Table Of Contents
- The Goal
- Architecture
- End-to-End Flow
- Deployment Itmes
- Terraform Code
- Verification
- Troubleshooting
- Security
- Change Log
The New Zenler is moving to a shiny new platform (at the time of this writing), where we decided to FluxCD as our Continuous Delivery tool.
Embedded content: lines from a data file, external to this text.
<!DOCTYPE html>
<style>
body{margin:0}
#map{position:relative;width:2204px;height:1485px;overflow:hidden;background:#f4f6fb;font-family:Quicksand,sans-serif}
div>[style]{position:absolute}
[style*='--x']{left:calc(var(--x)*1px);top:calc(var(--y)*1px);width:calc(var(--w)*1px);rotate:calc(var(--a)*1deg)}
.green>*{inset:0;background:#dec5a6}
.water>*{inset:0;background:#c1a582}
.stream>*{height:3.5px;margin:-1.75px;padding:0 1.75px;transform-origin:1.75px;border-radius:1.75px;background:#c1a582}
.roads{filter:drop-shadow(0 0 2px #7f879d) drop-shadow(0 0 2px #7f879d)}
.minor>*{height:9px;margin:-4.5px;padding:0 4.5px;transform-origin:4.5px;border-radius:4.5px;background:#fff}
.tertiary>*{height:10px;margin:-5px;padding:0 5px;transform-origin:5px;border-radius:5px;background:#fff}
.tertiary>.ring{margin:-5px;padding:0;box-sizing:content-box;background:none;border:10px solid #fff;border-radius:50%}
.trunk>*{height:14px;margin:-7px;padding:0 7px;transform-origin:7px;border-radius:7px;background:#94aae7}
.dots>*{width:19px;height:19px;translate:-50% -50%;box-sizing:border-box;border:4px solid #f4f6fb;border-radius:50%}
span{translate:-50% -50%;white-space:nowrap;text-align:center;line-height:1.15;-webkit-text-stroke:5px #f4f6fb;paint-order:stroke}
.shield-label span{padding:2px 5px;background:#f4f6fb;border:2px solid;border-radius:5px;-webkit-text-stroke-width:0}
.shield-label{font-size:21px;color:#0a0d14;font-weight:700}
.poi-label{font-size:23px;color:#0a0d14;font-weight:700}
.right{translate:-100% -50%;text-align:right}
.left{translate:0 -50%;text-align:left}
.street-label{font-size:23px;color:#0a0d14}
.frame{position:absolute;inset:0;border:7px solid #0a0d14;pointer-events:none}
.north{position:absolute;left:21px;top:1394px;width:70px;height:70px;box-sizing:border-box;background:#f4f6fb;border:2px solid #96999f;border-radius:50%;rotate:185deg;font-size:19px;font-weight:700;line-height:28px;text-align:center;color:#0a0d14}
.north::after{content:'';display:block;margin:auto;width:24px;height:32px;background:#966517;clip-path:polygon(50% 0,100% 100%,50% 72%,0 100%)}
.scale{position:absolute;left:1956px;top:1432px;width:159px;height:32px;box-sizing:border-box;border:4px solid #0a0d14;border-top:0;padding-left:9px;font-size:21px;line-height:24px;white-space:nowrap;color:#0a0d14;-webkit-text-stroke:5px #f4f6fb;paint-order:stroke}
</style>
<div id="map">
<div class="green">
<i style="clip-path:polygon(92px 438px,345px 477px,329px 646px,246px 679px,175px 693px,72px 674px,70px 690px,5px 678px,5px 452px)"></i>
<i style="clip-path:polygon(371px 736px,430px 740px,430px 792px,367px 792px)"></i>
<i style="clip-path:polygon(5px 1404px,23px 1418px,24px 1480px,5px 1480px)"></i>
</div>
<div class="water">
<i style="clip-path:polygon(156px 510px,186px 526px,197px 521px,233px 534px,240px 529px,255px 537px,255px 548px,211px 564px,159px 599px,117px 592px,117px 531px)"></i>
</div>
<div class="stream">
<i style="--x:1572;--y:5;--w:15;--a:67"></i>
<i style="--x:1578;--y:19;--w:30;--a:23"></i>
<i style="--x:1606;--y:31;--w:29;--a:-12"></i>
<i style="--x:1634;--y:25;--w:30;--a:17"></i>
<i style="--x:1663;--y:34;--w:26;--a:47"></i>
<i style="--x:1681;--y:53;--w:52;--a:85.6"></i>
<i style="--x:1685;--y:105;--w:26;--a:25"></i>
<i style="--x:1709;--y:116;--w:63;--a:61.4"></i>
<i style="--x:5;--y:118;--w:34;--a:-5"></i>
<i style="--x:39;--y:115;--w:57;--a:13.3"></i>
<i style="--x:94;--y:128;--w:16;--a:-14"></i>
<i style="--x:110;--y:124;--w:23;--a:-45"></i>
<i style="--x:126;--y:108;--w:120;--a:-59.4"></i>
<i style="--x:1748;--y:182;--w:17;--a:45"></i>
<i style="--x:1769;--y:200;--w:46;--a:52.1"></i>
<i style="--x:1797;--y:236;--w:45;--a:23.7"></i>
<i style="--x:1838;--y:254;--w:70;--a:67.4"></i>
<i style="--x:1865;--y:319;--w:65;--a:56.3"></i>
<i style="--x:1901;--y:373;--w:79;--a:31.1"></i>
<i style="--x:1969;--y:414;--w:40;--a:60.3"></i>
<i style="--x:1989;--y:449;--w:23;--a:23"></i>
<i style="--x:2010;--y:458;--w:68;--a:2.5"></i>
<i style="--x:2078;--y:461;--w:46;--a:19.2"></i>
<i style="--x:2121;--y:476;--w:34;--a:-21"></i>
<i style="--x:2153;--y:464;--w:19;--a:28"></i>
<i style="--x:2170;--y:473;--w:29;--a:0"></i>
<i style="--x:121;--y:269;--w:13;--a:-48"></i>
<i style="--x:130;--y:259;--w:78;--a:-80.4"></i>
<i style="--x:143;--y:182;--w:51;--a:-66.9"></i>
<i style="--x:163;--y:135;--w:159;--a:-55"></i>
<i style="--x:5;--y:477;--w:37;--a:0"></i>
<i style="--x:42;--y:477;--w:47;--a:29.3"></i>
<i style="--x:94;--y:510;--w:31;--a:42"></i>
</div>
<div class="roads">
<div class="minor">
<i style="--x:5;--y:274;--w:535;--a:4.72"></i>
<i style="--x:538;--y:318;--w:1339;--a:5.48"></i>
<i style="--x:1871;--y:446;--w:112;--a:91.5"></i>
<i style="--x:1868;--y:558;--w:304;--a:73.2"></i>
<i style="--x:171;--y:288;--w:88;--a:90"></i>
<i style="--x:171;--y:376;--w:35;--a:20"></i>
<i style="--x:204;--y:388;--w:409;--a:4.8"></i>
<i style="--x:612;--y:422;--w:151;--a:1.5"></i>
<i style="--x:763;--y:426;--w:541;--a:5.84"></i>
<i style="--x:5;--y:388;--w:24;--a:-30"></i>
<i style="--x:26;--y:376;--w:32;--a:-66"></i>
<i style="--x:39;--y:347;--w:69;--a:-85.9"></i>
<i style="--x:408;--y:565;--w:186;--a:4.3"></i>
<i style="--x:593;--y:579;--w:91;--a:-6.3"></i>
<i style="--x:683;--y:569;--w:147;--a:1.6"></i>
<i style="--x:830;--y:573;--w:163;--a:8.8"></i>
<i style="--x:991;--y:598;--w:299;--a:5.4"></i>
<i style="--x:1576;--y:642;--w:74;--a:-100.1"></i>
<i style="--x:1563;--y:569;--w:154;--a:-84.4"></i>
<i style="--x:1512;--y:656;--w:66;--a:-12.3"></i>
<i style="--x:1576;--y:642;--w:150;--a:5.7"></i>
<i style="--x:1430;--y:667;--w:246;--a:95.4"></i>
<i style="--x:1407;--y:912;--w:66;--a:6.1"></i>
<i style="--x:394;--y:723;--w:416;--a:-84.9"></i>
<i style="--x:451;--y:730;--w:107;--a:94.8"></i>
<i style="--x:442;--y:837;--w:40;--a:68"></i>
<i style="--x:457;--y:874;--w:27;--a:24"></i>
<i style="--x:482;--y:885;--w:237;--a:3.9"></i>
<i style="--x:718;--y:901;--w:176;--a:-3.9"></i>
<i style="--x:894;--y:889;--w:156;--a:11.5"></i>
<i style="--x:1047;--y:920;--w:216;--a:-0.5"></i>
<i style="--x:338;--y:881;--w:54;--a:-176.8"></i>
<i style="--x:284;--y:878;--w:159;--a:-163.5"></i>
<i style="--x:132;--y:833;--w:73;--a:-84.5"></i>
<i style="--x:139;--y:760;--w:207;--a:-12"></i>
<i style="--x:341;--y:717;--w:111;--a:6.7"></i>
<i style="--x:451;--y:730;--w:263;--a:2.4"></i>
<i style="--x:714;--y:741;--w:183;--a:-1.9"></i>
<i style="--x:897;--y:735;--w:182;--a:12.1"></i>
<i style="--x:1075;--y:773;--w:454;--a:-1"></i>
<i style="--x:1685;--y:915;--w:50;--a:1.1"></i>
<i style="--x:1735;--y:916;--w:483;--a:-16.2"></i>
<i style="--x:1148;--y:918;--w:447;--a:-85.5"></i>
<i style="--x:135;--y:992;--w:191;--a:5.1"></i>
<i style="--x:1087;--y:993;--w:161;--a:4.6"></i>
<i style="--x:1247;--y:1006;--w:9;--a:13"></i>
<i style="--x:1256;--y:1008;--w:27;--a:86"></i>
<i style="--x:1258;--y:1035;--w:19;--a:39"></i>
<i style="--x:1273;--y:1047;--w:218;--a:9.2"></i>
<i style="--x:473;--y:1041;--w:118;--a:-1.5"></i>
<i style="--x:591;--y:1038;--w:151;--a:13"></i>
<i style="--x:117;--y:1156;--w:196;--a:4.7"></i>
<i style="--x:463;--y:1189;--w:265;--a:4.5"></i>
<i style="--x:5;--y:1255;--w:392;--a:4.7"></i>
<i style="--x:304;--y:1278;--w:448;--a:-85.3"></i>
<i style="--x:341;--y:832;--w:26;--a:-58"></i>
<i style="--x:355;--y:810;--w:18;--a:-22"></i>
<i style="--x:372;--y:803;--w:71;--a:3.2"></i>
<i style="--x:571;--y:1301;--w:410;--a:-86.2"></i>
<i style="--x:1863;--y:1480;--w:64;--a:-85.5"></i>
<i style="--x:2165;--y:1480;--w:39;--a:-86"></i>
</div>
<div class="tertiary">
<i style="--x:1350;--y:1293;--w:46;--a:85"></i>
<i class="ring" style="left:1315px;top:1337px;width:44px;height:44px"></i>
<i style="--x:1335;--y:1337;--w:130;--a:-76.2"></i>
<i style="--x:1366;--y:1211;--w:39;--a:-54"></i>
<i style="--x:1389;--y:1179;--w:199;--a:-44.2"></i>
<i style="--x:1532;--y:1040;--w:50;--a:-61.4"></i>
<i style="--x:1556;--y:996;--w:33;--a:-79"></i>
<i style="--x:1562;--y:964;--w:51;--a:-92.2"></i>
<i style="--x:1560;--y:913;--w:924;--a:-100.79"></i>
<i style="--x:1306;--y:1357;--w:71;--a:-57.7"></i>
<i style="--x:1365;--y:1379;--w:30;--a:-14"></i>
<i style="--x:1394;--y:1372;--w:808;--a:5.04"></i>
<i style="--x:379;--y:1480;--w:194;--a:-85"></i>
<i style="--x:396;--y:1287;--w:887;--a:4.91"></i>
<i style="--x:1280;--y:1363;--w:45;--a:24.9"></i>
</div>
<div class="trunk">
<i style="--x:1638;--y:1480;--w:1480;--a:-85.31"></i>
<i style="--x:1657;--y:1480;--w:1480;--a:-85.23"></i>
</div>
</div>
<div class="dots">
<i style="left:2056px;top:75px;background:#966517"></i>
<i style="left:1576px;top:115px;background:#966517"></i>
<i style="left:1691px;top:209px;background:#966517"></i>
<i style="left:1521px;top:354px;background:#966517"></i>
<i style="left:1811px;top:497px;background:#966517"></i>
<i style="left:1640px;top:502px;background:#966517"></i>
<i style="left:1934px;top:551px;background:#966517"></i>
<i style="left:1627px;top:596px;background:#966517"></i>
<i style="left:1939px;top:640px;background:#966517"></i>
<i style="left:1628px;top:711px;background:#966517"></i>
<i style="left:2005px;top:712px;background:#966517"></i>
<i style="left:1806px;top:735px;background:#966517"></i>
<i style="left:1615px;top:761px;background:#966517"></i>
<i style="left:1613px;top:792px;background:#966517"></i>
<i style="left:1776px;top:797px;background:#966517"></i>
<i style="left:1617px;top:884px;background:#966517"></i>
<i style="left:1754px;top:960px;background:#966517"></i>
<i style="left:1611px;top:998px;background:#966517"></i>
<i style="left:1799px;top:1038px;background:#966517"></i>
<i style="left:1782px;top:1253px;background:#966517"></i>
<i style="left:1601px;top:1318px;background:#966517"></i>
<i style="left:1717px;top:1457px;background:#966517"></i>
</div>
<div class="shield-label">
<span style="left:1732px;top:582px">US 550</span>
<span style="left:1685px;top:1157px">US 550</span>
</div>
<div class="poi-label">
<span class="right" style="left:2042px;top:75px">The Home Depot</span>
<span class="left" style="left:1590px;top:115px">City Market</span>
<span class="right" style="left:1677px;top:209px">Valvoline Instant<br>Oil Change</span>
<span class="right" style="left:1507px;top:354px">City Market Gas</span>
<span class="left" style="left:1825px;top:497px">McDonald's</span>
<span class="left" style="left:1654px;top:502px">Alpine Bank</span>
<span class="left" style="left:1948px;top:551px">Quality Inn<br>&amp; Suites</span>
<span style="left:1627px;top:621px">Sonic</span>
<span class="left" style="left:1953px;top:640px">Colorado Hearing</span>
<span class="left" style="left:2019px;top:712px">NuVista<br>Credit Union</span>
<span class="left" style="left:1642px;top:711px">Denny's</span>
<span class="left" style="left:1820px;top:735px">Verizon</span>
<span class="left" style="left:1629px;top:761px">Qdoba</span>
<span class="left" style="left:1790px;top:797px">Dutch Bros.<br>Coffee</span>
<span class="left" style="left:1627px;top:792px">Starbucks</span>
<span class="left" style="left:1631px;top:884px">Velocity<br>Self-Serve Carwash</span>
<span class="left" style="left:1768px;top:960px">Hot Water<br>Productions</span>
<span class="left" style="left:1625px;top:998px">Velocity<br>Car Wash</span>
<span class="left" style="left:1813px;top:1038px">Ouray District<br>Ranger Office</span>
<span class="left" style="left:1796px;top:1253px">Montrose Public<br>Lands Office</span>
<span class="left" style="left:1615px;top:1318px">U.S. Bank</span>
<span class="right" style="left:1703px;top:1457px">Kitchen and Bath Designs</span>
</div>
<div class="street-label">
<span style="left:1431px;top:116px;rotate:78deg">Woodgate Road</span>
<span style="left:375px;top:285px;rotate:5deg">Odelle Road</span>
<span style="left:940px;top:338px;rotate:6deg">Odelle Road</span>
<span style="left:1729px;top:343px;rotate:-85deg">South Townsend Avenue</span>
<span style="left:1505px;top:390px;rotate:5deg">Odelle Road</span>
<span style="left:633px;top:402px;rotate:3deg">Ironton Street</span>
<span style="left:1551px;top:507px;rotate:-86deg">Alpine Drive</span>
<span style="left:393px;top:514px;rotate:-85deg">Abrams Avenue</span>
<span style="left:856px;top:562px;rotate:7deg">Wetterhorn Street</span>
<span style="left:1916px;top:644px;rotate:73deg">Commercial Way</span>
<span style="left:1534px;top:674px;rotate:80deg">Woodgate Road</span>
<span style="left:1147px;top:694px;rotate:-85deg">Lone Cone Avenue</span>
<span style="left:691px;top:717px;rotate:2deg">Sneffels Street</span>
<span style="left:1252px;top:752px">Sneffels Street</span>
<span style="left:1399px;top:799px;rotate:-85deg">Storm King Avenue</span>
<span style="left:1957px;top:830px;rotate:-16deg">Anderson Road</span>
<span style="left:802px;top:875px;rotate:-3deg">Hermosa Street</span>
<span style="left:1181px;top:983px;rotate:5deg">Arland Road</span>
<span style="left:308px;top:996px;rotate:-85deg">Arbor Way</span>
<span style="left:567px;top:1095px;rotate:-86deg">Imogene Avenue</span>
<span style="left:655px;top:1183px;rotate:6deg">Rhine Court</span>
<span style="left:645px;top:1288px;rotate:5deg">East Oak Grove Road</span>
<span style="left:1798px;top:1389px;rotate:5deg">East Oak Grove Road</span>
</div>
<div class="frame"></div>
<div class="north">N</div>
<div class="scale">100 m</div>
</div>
The otherday, one of our developers reported that FluxCD suddenly stopped pulling the latest image from ECR. When I checked, I saw this error in the log:
failed to configure authentication options: operation error ECR: GetAuthorizationToken, get identity: get credentials: failed to refresh cached credentials, no EC2 IMDS role found, operation error ec2imds: GetMetadata, canceled, context deadline exceeded
And that moment I knew the reson for the FluxCD pulling-image failure: EC2 Instance Metadata Service (IMDS) wasn't being able to retrieve credentials via the instance profile on EC2 nodes; the code attempted the default credential chain (which includes IMDS) but IMDS wasn't available/accessible; therefore, Flux didn’t have the redentials to call ECR APIs and coundn’t get the token, hence the failure!!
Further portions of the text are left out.